:: GOAL OF THE EXERCISE ::
Determine how many lines in the records below contain "Start", then state that number alone.

:: RECORD EXTRACTS ::
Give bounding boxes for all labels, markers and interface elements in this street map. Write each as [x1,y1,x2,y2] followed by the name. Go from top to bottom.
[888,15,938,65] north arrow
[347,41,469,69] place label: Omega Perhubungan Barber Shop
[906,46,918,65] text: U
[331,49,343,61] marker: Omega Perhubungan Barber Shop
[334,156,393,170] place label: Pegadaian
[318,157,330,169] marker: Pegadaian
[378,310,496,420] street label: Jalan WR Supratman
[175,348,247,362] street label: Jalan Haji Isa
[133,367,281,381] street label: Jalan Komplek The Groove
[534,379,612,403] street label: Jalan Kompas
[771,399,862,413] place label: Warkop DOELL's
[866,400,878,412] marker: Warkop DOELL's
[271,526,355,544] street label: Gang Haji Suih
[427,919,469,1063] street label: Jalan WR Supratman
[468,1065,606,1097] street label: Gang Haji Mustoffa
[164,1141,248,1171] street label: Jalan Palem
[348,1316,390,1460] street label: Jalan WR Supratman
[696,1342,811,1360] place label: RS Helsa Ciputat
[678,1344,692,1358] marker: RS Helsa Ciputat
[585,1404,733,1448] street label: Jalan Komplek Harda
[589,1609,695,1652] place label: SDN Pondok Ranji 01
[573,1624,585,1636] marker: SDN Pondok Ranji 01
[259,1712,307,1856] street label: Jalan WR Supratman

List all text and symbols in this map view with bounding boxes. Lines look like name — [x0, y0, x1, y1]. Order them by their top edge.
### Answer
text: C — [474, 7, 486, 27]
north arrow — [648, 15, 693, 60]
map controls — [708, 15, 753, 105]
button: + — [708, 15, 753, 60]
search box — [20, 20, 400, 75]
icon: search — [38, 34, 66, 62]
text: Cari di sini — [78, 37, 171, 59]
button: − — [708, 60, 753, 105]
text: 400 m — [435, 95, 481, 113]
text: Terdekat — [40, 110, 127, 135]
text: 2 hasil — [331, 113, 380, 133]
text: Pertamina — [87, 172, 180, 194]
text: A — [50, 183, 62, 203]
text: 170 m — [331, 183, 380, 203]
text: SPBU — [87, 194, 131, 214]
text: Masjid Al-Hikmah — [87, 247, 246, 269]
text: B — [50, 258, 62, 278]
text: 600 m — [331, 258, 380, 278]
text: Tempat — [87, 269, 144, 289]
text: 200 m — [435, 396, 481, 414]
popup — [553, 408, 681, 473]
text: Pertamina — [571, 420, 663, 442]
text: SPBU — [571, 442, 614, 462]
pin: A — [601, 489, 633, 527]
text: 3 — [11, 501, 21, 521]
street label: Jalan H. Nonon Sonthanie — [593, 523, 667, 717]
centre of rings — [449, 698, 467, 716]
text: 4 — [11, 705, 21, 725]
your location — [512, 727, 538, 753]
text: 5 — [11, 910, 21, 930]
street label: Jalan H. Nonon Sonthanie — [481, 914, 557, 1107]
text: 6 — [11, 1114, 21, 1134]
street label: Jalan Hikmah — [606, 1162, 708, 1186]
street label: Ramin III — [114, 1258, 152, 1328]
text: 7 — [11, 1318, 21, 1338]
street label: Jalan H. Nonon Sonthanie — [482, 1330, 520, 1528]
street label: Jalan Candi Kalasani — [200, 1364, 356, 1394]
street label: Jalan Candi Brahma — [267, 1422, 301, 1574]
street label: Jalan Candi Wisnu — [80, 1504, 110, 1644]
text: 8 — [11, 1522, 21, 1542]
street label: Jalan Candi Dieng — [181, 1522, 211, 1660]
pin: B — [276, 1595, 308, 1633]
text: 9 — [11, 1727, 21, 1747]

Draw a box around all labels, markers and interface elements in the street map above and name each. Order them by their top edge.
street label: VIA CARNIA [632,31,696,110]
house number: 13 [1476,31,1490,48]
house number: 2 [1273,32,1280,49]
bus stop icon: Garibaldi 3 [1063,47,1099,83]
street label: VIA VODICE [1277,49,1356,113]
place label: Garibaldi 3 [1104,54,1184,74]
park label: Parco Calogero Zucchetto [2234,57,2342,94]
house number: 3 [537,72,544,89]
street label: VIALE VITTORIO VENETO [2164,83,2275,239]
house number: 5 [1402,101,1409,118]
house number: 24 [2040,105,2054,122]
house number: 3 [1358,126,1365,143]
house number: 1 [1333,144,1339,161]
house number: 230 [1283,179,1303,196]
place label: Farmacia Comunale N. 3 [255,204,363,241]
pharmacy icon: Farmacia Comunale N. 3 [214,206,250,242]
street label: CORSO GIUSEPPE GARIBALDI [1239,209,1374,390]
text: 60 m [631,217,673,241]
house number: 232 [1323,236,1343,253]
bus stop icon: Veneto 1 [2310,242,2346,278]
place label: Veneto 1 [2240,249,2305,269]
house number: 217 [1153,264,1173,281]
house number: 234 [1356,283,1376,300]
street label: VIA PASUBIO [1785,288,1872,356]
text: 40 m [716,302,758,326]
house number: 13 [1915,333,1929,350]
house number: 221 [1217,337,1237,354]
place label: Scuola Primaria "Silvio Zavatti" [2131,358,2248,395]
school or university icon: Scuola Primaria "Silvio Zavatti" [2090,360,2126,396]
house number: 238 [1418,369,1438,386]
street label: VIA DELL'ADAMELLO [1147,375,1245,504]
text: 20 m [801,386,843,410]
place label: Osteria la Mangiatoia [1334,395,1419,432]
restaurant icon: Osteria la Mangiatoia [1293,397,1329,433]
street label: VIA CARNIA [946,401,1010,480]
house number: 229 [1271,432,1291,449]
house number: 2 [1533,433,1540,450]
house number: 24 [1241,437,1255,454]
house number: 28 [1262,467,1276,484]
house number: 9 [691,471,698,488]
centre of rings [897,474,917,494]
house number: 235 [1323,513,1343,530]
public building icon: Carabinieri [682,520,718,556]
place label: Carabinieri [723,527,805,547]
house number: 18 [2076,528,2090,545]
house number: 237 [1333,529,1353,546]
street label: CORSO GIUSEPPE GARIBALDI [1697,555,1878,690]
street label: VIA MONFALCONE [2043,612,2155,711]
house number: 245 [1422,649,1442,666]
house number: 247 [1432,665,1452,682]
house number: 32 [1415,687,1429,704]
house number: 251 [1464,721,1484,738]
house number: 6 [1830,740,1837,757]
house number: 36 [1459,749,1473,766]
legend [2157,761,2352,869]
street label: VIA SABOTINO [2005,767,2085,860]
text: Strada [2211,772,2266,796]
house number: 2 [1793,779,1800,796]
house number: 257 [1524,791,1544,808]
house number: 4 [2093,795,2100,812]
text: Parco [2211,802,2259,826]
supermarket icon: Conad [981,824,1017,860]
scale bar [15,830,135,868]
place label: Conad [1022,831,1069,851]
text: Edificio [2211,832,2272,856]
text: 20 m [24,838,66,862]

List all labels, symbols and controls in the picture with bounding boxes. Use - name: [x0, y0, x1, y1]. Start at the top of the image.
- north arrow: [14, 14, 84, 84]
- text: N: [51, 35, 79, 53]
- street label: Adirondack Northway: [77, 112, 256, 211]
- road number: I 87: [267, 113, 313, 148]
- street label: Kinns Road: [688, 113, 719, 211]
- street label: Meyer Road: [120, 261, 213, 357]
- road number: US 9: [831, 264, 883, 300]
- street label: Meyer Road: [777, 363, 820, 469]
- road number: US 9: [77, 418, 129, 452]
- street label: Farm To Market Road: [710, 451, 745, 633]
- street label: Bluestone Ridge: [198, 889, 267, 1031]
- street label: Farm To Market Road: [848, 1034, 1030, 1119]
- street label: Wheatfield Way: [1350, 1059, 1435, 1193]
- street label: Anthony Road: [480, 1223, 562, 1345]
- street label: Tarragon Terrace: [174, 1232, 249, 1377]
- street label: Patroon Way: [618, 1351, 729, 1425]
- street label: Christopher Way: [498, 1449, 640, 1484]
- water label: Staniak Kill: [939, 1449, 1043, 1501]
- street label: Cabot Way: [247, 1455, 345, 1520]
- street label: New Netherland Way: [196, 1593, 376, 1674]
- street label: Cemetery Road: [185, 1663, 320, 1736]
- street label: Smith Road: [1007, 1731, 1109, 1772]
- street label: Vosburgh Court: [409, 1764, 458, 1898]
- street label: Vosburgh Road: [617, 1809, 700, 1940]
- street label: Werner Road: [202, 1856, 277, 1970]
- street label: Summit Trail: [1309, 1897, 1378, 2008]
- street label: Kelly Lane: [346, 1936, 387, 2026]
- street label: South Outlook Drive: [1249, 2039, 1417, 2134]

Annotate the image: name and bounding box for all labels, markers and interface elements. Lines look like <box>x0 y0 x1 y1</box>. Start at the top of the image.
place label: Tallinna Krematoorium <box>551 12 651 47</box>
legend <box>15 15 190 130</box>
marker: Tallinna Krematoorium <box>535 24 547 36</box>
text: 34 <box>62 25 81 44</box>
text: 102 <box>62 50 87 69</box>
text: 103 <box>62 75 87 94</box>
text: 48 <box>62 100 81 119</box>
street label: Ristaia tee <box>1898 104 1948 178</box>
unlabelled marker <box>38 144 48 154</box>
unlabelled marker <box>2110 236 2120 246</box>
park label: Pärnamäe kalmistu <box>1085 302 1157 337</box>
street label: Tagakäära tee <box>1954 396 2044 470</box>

:: REPLY TO THE EXERCISE ::
2